Riyadh – Mubasher: Saudi Telecom Company (STC) on Sunday announced it has signed an agreement on with the Ministry of Finance (MOF), the Ministry of Communications and Information Technology (MCIT), and Communications and Information Technology Commission (CITC).

The agreement has been signed for a comprehensive and final settlement of the remaining dispute regarding commercial services provisioning fees provided by STC and the licenses fees granted to it for the period from January 2008 to 31 December 2017, STC said in a statement to the Saudi Stock Exchange (Tadawul).

Accordingly, STC shall invest in its infrastructure over the coming three years in accordance with the terms and conditions of the agreement, according to the statement.

Moreover, the agreement includes detailed mechanism specifying targeted performance indicators, the company indicated.

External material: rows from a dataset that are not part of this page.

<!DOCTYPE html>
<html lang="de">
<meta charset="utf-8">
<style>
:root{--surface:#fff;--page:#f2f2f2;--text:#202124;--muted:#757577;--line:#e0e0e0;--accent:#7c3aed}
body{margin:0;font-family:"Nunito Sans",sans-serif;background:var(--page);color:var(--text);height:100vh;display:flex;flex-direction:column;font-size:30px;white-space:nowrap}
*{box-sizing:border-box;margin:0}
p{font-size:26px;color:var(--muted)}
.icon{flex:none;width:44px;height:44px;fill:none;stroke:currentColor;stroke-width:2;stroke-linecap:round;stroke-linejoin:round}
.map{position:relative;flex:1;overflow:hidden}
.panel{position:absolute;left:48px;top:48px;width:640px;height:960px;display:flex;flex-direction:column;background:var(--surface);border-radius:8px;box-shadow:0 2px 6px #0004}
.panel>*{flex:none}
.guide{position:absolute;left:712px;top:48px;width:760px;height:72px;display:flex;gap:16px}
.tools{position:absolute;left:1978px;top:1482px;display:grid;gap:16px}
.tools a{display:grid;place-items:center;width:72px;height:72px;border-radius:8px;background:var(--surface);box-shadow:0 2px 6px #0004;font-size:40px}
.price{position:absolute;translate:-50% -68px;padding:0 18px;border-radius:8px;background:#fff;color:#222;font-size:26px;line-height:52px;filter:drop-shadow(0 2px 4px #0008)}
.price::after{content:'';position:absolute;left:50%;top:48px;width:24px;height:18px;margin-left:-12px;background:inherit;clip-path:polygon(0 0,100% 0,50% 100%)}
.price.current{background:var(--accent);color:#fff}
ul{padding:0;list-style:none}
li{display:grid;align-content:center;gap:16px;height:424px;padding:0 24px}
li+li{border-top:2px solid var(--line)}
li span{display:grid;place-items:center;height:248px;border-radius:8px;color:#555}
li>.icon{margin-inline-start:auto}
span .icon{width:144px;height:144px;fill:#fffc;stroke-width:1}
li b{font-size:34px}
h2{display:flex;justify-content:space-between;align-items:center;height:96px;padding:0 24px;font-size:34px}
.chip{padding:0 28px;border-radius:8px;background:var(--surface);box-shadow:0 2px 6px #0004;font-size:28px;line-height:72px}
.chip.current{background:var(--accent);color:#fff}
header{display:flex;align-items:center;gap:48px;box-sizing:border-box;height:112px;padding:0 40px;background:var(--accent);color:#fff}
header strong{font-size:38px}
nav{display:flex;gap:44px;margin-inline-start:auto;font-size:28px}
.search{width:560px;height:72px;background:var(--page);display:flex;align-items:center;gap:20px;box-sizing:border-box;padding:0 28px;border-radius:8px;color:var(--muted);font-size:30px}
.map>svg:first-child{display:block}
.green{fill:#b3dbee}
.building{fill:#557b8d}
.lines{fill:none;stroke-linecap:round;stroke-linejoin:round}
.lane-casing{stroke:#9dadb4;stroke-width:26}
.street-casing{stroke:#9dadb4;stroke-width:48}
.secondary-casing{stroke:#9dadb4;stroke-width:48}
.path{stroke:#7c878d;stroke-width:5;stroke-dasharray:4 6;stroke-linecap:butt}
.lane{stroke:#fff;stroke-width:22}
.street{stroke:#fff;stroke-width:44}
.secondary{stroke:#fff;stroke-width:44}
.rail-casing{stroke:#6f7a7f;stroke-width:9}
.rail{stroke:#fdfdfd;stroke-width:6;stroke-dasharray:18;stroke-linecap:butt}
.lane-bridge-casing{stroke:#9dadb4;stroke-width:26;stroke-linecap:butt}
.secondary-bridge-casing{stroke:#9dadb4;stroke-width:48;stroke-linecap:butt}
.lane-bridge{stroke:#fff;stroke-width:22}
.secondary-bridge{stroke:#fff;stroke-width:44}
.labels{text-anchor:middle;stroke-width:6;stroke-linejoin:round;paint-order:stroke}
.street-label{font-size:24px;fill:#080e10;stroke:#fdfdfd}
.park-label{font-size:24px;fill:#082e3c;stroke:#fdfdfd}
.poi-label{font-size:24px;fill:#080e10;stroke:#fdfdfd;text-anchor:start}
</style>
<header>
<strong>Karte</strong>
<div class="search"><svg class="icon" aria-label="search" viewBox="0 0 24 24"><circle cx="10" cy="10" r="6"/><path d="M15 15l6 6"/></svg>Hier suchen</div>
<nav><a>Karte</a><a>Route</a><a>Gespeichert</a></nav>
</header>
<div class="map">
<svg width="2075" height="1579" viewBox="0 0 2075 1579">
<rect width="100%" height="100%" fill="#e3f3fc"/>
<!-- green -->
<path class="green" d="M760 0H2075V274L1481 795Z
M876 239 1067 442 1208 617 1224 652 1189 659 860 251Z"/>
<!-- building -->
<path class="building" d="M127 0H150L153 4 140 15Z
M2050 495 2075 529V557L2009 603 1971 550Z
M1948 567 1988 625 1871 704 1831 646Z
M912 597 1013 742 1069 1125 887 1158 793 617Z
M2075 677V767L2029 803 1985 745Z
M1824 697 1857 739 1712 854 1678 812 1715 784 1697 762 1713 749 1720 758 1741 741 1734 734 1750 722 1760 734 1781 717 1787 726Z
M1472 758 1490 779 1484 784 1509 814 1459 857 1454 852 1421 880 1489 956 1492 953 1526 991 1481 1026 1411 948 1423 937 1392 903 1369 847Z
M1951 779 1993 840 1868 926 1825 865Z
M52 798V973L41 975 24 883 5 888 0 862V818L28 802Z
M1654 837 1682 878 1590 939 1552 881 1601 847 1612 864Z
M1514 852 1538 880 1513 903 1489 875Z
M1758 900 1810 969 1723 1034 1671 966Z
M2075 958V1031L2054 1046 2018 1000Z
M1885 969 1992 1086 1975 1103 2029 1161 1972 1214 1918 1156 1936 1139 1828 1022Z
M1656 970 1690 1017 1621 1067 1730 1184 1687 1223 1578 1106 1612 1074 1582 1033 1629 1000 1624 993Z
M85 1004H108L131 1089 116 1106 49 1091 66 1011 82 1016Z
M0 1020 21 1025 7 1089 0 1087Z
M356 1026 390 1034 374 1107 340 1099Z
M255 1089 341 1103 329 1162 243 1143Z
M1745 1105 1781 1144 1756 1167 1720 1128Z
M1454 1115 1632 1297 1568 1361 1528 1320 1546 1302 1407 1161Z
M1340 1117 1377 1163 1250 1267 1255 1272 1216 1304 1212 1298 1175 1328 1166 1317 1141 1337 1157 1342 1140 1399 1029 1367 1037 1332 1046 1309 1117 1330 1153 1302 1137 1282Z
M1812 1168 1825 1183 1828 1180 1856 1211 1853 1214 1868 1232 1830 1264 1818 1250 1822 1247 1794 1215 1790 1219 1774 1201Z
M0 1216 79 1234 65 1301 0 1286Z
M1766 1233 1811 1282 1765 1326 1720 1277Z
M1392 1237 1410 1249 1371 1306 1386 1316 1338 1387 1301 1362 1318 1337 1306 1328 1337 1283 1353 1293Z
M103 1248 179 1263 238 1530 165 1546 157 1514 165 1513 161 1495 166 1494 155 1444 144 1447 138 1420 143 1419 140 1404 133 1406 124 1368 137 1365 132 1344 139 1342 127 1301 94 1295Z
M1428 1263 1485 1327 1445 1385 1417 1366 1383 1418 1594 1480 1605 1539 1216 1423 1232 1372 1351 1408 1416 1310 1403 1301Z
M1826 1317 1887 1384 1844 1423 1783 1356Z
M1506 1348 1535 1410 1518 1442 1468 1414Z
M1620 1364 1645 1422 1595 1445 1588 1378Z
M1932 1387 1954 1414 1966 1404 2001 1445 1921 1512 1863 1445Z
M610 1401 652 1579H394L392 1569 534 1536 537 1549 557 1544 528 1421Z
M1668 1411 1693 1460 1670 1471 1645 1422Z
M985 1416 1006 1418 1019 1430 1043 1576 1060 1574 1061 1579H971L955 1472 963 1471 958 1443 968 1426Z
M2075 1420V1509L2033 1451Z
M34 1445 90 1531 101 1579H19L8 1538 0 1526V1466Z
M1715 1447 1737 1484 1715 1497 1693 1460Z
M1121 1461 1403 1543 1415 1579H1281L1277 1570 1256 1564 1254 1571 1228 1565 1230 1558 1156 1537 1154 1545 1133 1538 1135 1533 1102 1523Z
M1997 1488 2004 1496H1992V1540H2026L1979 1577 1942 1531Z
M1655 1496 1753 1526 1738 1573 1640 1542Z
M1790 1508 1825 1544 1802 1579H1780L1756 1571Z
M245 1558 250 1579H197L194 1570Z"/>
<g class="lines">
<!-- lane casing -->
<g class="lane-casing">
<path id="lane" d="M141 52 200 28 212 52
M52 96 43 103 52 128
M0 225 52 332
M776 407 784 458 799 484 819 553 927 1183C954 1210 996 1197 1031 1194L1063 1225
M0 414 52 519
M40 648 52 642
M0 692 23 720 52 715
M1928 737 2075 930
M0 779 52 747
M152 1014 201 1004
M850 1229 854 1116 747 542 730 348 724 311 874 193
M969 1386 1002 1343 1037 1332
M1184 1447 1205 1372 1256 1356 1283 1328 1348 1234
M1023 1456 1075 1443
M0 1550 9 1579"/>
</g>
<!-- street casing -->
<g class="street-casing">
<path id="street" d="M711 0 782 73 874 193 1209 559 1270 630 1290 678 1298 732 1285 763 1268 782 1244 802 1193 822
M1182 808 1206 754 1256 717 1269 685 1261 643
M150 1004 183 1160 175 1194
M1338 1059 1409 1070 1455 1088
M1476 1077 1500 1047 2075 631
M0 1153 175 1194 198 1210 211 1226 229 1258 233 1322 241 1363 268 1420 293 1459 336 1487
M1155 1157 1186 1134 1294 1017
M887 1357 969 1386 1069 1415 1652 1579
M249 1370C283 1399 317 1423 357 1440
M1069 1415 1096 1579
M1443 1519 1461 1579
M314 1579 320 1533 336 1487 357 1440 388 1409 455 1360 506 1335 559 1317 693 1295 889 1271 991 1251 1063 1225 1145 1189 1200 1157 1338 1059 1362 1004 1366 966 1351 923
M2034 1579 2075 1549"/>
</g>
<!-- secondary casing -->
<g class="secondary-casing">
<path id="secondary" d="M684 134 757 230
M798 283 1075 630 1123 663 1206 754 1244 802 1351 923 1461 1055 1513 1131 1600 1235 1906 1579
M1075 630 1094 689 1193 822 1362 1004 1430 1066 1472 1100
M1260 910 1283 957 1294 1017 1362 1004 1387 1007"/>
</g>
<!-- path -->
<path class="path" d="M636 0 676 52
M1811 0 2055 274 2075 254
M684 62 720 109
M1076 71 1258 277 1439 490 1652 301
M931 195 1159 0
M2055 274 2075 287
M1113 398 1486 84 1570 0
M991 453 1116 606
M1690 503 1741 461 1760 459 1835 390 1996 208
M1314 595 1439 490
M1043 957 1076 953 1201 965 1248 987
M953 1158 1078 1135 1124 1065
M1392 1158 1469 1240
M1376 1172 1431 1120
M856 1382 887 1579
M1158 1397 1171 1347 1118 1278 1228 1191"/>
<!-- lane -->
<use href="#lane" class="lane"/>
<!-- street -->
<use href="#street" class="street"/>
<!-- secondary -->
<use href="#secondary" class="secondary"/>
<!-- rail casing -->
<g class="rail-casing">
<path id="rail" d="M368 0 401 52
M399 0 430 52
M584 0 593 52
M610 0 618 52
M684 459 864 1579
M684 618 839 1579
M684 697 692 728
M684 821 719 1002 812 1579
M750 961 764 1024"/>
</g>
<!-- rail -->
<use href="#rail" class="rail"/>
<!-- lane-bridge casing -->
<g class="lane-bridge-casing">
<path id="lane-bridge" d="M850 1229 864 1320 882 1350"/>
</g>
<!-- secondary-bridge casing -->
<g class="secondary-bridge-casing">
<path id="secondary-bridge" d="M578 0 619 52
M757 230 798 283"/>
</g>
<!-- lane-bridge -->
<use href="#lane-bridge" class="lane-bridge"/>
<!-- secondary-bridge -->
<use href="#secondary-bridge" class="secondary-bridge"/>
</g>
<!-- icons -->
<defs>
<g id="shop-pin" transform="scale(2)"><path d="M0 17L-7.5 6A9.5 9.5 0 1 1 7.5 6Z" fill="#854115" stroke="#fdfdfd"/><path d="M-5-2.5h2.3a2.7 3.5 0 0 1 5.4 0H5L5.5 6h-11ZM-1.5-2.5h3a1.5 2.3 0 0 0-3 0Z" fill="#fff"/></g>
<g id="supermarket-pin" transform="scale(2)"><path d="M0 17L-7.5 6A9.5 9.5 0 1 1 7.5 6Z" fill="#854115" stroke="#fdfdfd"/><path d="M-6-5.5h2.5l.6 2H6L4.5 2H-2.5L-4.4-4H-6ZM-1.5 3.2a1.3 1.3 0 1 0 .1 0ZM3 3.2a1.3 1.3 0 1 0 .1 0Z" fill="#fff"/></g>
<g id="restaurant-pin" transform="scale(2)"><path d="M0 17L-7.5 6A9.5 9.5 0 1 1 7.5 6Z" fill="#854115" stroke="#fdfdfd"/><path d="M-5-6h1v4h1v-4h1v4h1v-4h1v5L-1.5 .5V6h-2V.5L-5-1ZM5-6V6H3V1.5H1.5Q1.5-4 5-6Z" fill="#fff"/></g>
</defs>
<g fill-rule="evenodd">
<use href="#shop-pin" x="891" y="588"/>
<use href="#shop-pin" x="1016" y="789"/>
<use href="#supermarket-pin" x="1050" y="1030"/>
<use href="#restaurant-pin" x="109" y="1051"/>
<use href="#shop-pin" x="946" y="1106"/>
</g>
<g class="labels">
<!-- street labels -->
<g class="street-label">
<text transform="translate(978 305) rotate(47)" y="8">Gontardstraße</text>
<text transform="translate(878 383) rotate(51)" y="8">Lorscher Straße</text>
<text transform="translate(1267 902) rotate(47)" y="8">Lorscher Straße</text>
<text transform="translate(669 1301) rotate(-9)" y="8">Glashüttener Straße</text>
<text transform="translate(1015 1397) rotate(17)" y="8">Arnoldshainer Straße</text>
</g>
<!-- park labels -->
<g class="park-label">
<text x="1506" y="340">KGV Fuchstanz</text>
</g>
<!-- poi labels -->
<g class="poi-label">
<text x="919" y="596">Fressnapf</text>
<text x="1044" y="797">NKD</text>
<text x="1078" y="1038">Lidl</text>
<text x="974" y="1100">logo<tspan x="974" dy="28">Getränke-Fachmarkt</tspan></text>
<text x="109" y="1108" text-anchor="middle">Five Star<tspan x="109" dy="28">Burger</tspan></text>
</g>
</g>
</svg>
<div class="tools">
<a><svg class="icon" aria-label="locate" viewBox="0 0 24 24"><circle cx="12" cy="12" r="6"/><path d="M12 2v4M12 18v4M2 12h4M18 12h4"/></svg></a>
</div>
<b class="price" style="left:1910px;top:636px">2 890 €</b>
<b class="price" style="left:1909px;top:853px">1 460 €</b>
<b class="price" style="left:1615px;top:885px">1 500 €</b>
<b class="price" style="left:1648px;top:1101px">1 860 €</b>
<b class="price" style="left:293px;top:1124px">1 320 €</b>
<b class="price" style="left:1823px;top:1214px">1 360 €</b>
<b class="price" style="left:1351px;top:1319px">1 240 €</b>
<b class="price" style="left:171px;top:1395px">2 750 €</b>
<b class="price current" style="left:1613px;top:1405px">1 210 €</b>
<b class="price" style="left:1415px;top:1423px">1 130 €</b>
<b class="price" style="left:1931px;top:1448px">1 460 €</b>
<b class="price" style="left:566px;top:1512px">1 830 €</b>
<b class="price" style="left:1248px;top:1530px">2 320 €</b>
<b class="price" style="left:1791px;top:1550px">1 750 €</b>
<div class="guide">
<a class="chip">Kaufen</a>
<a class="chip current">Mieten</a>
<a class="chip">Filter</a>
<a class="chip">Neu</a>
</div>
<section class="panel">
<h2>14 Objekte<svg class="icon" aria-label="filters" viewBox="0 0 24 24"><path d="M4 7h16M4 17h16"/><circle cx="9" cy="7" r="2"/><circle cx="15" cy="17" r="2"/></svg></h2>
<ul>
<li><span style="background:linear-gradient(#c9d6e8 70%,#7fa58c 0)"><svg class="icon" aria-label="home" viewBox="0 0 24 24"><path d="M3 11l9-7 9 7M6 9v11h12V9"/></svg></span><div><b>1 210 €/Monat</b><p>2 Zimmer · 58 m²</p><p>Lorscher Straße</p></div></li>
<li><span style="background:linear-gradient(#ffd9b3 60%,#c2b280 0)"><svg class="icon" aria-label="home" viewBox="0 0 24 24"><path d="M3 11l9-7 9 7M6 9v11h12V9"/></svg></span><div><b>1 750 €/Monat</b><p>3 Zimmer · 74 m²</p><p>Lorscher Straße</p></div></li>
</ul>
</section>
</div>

This agreement will also contribute to the development of STC’s network infrastructure, in line with the company's strategy to reach the best performance of its network coverage and speed, the statement added.

The financial impact resulted from signing the agreement and settling the existing dispute is expected to be positive, the Saudi telecom firm said.

“The company will use provisions already allocated in its financial statements over the past few years to meet large part of the capital investments planned under the agreement, however, the current positive financial impact cannot be measured reliably because it depends on the implementation of the agreement over the three years period and the expected revenues from such investments,” it highlighted.

The mechanism for calculating the commercial services provisioning fees as of 1 January 2018 was also amended under the agreement, the company pointed out.

“The fees will be 10% of net revenues from the telecommunications services provided by STC instead of the current calculation mechanism,” it noted.

The company also said that the financial impact on amending the mechanism for calculating the provisioning fees during 2018 and taking into account the provisions allocated to it during the year is expected to positively impact STC’s financial results during the fourth quarter.

STC said that it will use part of the provisions to cover the differences resulted from the modified mechanism, while the remaining part of around SAR 500 million will be reversed, as it is not needed.

It is worth noting that STC previously reported a net profit of SAR 2.64 billion during Q3-18, compared to SAR 2.56 billion in Q3-17.